No surprise: the whole plan collapses. Although Aseneth's troops were killed by the two thousand soldiers in ambush, she manages to escape. Meanwhile Levi, the prophet, tells Leah's sons what is going on. But before they can set out at a gallop to intercept Aseneth, they first have to don their armour:
And they took each one of them his sword (τὴν ῥομϕαίαν) on his thigh (ἐπὶ τòν μηρóν), and their shields (τὰς ἀσπίδας) on their arms, and their spears (τὰ δóρατα) in their right hands. (Jos. Asen. 26.7Ph)
This detailed depiction of the weaponry makes one wonder. One might think of God's self-armament in the eschatological battle, or Moses' demand to those who fight the worshippers of the Golden Calf. 51 But our text's closest parallel is 1 Samuel 17. Here David says to the heavily armed Goliath:
‘You come to me with sword and with spear and with shield (ἐν ῥομϕαίᾳ καὶ ἐν δóρατι καὶ ἐν ἀσπίδι); and I am coming to you in the name of the Lord Sabaoth… And today the Lord will shut you up into my hand… And all this assembly will know that the Lord does not save by sword and spear (ἐν ῥομϕαίᾳ καὶ δóρατι), for the battle is the Lord's and the Lord will give you into our hands.’ (1 Sam. 17.45–47
But if so, then Leah's sons would be arming themselves like the archenemy of Israel.
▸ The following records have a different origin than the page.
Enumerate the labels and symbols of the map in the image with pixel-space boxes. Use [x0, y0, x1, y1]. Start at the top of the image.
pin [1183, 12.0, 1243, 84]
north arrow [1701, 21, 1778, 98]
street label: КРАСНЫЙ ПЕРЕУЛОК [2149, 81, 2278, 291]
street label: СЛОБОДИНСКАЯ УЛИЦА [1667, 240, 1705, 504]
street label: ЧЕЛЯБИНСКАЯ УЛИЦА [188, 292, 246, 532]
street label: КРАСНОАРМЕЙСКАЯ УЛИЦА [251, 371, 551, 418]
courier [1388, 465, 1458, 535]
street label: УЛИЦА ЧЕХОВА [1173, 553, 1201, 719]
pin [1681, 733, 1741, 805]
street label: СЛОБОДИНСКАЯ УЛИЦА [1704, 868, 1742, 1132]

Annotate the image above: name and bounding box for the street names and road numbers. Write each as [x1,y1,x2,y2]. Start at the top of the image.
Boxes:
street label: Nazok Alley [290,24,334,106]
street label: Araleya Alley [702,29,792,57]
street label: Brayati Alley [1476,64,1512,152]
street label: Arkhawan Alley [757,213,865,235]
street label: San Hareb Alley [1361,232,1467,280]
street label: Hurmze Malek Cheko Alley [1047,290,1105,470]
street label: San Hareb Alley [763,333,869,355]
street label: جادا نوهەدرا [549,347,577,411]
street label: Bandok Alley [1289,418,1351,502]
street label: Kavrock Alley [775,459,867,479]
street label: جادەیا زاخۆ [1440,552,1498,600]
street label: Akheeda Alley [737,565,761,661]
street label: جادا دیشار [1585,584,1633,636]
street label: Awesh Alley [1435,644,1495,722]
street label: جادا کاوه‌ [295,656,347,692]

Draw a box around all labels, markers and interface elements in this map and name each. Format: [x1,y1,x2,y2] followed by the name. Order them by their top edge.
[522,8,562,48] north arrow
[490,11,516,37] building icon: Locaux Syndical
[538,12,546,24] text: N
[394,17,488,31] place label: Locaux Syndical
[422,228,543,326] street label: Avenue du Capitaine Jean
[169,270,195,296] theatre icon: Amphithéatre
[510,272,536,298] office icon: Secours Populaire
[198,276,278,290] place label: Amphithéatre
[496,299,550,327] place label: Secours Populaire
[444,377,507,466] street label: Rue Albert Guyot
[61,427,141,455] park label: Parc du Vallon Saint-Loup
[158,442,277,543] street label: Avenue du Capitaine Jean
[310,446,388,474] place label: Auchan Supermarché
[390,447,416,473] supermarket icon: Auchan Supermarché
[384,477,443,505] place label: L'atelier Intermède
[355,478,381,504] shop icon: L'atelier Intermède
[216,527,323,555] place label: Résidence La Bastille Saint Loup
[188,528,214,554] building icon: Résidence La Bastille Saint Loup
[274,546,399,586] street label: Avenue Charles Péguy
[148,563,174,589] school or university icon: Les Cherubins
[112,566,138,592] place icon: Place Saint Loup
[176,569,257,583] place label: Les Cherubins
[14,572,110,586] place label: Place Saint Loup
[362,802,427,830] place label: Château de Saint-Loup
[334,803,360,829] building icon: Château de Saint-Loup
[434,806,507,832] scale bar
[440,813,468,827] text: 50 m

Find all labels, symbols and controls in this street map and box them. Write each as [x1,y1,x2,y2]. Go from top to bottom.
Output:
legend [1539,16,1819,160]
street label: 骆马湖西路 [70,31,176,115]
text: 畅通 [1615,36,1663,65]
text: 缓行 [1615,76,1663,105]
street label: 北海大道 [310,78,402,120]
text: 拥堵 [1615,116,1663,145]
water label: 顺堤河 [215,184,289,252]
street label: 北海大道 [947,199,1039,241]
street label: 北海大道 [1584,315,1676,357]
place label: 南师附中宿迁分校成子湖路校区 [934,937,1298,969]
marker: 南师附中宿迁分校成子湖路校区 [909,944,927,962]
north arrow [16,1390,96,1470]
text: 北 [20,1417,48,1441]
One wonders if such a self-ironic reading might be intended. Yet David's fight against Goliath is also the model of the next scene. Benjamin suddenly appears sitting on Aseneth's chariot. Jumping down he—like David—picks a smooth stone from the wadi and hurls it at Pharaoh's son, who falls from his horse, stricken on the left temple. 53 And Benjamin not only imitates David, he also multiplies his victims and kills with fifty stones the fifty mounted archers. Meanwhile the heavily armed sons of Leah—Reuben, Simeon, Levi, Judah, Issachar and Zebulon—appear on the scene and pursue the soldiers 54 who had lain in ambush, and all two thousand are killed by these six.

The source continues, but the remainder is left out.